Stored data

====================

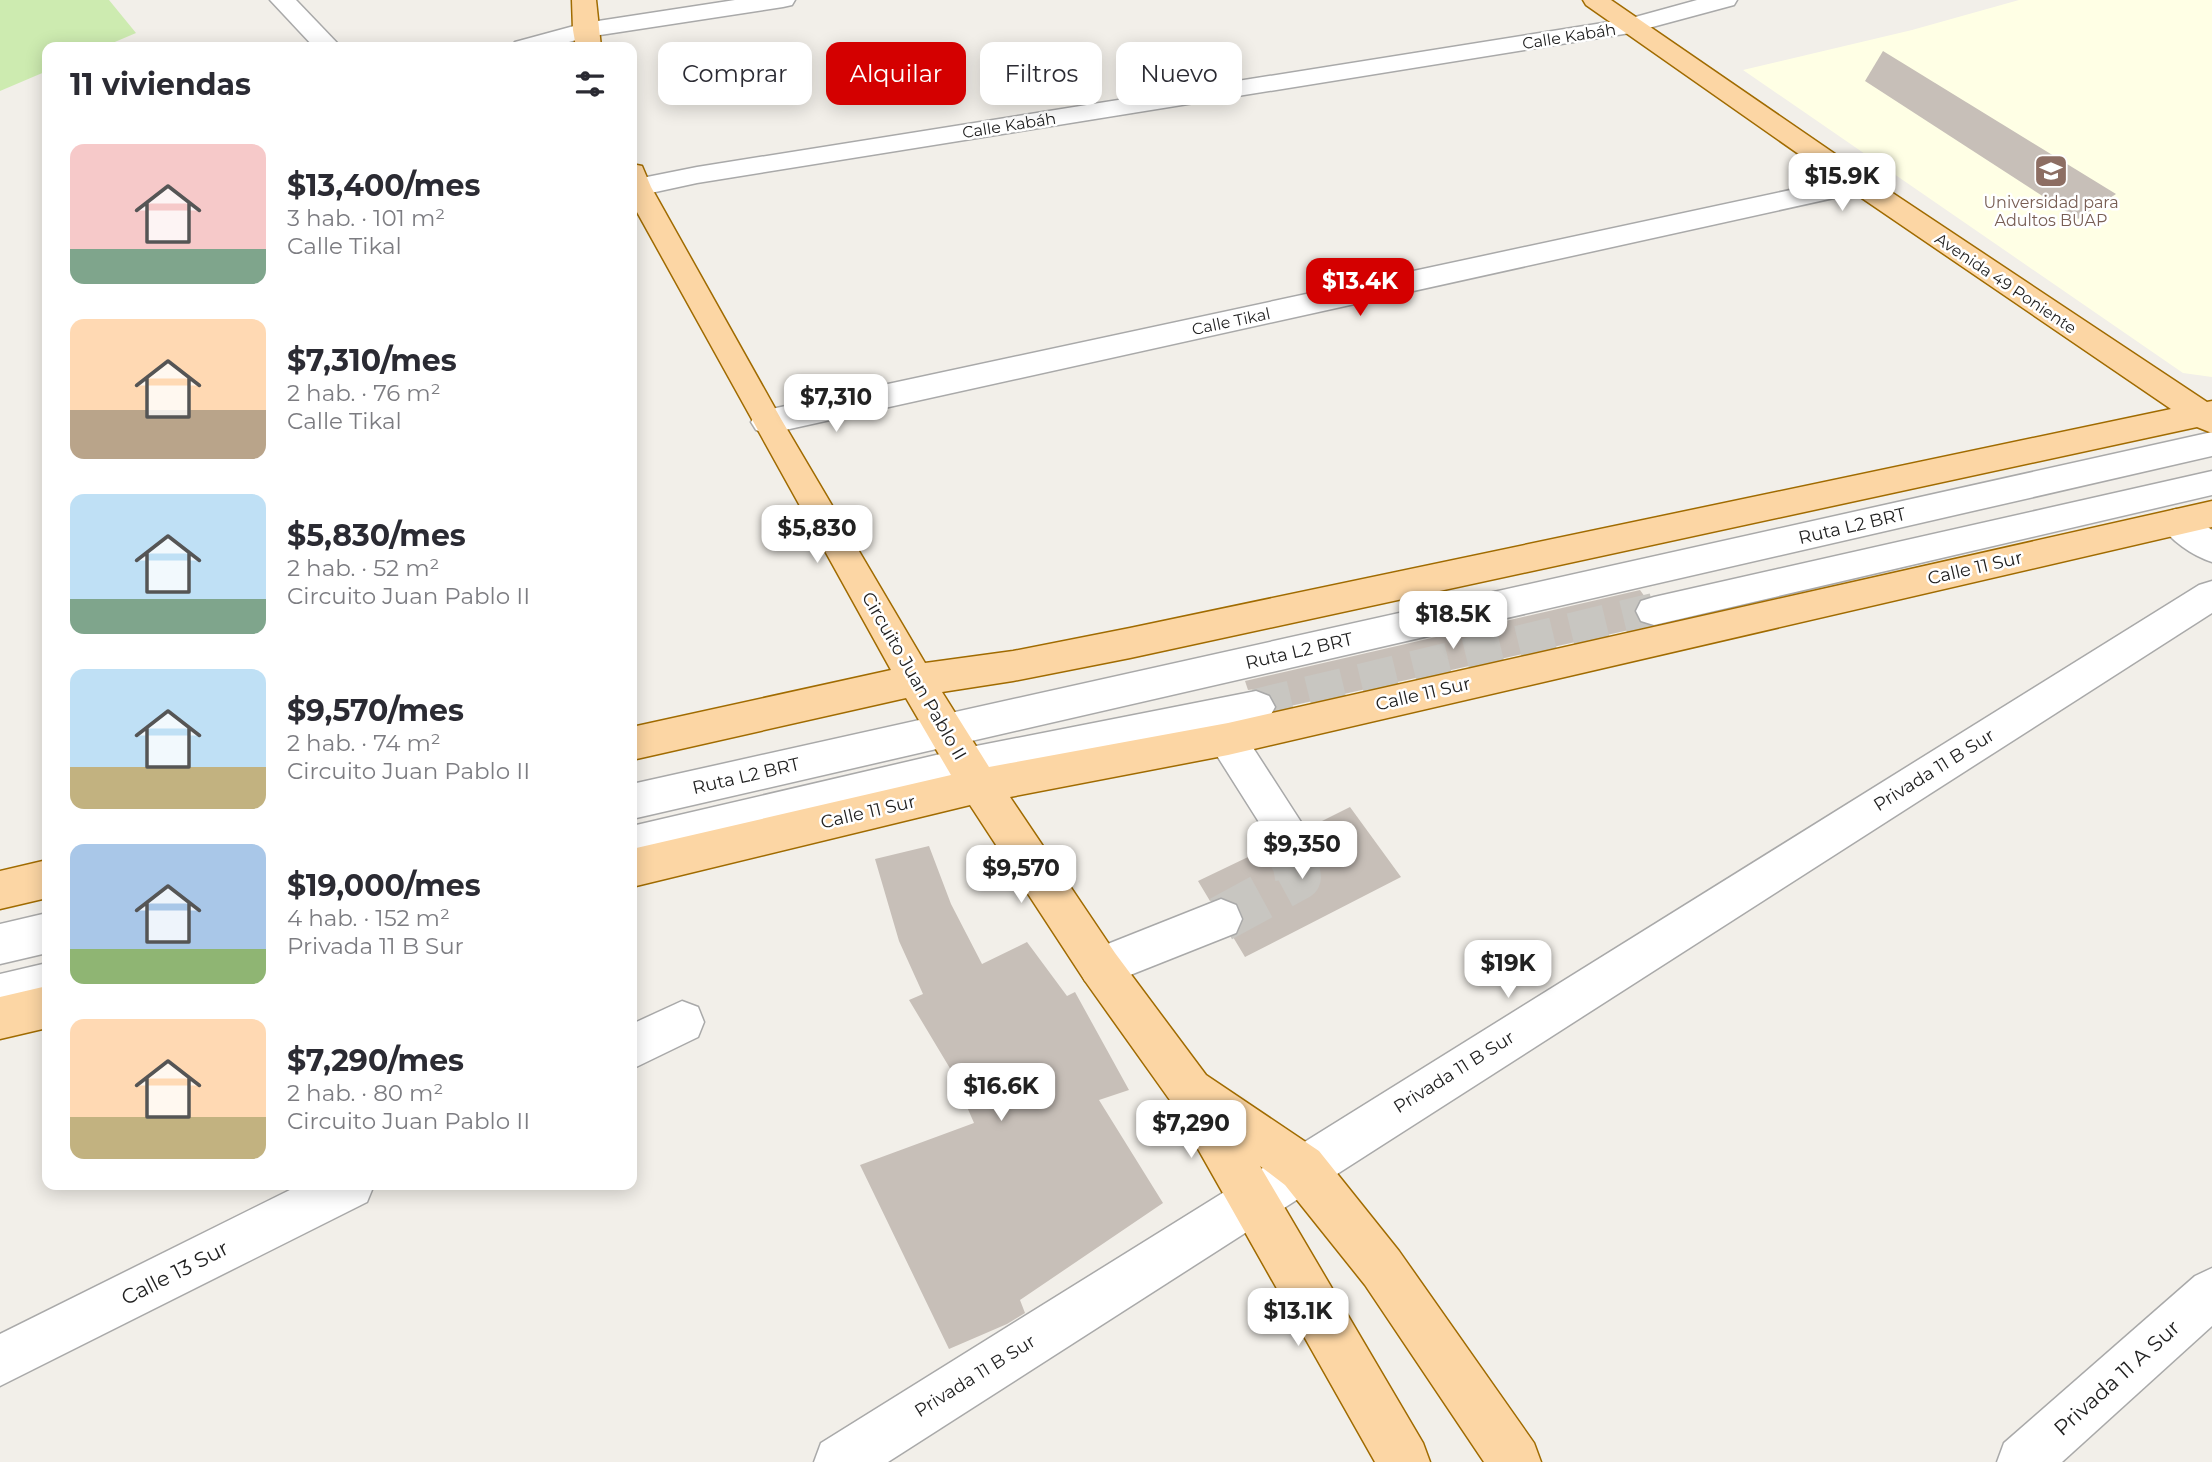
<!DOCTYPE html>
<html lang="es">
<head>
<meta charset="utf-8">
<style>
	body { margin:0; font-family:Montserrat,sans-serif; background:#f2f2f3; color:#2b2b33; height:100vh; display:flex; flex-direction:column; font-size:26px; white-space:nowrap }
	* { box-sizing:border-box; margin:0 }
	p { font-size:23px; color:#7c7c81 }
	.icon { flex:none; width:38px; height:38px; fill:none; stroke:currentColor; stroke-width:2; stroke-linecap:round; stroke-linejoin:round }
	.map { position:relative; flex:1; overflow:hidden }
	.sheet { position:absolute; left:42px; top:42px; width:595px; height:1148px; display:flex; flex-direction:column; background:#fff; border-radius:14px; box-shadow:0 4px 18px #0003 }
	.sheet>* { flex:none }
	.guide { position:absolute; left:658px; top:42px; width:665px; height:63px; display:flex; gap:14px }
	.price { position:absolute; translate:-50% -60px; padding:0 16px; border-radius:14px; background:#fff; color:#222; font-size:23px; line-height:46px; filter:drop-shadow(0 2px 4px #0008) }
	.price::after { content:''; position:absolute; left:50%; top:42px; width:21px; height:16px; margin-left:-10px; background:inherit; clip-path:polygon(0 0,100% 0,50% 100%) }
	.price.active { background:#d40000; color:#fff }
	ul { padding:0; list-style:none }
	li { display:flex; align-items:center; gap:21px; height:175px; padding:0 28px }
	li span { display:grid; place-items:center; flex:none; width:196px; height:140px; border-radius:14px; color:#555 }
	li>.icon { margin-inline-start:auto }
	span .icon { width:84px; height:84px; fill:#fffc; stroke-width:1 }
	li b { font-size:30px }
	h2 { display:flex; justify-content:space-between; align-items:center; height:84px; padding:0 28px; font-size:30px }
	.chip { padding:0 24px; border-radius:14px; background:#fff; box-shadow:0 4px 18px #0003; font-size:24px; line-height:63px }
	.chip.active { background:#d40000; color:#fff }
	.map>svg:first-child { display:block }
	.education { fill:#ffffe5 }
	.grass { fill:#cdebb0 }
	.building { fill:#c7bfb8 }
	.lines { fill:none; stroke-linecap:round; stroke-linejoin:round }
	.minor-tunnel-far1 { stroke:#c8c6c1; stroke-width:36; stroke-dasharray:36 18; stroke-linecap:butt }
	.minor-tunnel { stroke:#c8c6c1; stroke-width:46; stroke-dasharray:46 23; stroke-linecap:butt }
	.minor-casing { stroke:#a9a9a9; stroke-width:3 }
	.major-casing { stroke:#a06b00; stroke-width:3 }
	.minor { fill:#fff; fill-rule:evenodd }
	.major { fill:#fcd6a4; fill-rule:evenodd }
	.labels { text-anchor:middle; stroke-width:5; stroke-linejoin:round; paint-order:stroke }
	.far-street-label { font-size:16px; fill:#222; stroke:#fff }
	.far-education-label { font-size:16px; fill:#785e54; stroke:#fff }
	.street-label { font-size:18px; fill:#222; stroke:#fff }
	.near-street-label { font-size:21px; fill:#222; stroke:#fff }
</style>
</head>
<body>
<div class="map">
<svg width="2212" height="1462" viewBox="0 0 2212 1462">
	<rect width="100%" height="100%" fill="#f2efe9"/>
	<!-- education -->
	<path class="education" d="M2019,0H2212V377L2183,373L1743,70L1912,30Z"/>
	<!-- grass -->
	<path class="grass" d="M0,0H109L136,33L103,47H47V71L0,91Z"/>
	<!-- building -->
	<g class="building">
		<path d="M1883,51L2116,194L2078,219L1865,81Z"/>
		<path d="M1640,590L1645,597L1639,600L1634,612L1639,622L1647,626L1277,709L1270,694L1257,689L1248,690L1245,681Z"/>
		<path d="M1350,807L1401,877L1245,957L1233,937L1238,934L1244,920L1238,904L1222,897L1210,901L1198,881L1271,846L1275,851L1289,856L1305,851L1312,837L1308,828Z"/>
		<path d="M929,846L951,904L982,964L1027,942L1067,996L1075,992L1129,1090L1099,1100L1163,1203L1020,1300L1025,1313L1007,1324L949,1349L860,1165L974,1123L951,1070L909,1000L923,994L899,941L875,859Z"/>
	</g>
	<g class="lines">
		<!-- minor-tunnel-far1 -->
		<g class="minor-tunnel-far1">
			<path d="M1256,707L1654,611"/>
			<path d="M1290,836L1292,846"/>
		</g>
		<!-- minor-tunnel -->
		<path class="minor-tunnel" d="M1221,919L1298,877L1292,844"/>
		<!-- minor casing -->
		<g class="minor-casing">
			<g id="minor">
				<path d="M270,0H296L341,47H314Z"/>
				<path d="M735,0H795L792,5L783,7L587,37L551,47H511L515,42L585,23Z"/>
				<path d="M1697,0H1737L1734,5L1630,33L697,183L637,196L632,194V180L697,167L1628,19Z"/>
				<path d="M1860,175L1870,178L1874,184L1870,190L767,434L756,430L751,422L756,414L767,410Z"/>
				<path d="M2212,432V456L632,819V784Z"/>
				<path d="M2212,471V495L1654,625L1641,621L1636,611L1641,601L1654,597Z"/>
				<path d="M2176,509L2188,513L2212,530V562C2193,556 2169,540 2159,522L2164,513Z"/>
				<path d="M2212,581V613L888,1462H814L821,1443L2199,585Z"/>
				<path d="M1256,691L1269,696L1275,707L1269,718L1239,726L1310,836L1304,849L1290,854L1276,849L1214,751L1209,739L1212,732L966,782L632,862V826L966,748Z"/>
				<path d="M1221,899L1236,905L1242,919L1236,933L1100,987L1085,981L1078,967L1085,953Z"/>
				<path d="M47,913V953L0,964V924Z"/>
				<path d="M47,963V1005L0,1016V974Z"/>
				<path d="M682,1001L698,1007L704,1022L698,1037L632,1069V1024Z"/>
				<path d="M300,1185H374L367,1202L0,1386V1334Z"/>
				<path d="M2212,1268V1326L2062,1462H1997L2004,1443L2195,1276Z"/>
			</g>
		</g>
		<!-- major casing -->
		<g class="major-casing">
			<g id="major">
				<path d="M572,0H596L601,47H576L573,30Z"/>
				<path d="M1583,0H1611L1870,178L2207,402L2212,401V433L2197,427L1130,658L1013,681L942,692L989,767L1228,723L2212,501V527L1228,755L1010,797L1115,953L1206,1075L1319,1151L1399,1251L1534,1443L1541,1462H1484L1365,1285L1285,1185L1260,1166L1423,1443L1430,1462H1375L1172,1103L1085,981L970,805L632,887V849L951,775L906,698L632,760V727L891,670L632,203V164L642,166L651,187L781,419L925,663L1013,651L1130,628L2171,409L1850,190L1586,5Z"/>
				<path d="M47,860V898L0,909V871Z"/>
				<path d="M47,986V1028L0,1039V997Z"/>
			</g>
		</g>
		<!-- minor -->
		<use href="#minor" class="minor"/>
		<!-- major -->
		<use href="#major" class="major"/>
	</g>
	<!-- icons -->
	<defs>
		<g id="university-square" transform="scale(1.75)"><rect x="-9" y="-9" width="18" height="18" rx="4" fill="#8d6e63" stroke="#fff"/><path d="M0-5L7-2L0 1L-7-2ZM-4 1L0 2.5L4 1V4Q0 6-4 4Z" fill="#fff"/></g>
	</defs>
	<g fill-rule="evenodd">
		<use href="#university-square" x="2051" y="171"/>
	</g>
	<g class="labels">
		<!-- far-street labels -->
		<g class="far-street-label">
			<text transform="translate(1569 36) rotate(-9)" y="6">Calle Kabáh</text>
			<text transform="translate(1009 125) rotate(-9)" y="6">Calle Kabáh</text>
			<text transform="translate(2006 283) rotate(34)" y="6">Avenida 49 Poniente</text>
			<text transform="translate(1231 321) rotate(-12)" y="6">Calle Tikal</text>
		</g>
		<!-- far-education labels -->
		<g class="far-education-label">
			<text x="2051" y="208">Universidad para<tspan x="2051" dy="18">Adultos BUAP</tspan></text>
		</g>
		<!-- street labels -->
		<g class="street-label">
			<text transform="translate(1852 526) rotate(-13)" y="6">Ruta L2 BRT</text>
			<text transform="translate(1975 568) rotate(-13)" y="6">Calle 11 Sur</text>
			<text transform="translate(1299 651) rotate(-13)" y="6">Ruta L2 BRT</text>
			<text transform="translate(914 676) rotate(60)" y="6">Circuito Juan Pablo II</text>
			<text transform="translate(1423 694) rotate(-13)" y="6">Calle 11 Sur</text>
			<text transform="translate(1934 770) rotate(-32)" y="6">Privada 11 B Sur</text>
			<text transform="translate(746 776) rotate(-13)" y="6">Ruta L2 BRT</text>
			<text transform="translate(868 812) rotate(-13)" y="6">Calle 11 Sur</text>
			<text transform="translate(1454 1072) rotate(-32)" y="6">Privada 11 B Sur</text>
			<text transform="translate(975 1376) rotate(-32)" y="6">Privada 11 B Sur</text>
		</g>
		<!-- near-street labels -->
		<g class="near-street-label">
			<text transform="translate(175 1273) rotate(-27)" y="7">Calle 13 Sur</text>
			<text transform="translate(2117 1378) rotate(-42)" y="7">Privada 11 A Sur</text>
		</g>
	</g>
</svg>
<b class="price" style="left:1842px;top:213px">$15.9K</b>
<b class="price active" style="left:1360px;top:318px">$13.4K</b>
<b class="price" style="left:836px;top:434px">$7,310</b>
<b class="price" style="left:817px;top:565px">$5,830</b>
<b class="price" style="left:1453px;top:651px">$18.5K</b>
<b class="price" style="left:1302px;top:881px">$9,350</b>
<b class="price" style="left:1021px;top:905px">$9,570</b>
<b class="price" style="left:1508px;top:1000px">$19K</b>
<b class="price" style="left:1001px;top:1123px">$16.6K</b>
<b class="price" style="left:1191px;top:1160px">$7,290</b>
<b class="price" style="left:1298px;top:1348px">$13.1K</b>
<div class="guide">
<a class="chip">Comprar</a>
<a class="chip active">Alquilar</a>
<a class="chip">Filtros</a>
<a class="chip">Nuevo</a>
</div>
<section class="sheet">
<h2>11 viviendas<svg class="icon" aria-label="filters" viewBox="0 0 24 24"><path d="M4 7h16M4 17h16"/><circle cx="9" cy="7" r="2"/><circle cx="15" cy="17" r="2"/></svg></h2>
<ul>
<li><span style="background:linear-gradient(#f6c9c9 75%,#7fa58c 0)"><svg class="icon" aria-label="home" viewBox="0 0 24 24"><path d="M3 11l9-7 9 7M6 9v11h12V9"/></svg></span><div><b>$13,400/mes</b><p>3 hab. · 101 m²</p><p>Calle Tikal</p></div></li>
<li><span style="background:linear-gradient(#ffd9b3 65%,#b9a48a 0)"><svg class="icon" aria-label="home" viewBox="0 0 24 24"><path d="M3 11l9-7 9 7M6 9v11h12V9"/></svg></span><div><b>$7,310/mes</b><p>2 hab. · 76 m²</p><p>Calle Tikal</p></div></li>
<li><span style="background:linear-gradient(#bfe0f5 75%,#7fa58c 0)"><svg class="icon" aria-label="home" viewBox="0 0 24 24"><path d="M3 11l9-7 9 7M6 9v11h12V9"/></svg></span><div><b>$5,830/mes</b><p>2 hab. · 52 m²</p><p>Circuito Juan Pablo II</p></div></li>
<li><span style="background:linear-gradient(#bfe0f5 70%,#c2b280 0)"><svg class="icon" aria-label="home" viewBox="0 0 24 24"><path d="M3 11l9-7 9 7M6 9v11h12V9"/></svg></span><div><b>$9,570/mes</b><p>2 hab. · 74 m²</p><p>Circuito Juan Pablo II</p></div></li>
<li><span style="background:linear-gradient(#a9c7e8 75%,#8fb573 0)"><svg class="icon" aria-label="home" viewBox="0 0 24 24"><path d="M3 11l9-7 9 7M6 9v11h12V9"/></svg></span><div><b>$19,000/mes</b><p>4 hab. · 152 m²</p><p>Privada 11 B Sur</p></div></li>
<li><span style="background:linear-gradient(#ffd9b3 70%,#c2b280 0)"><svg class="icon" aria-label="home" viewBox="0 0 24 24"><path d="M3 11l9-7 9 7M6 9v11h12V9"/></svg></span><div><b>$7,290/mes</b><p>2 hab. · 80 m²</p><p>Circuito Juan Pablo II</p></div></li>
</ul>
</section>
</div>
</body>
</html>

====================

## Problem statement
How many lines in the entries include the string "evenodd"? Answer with the number alone.

## Answer for the task
3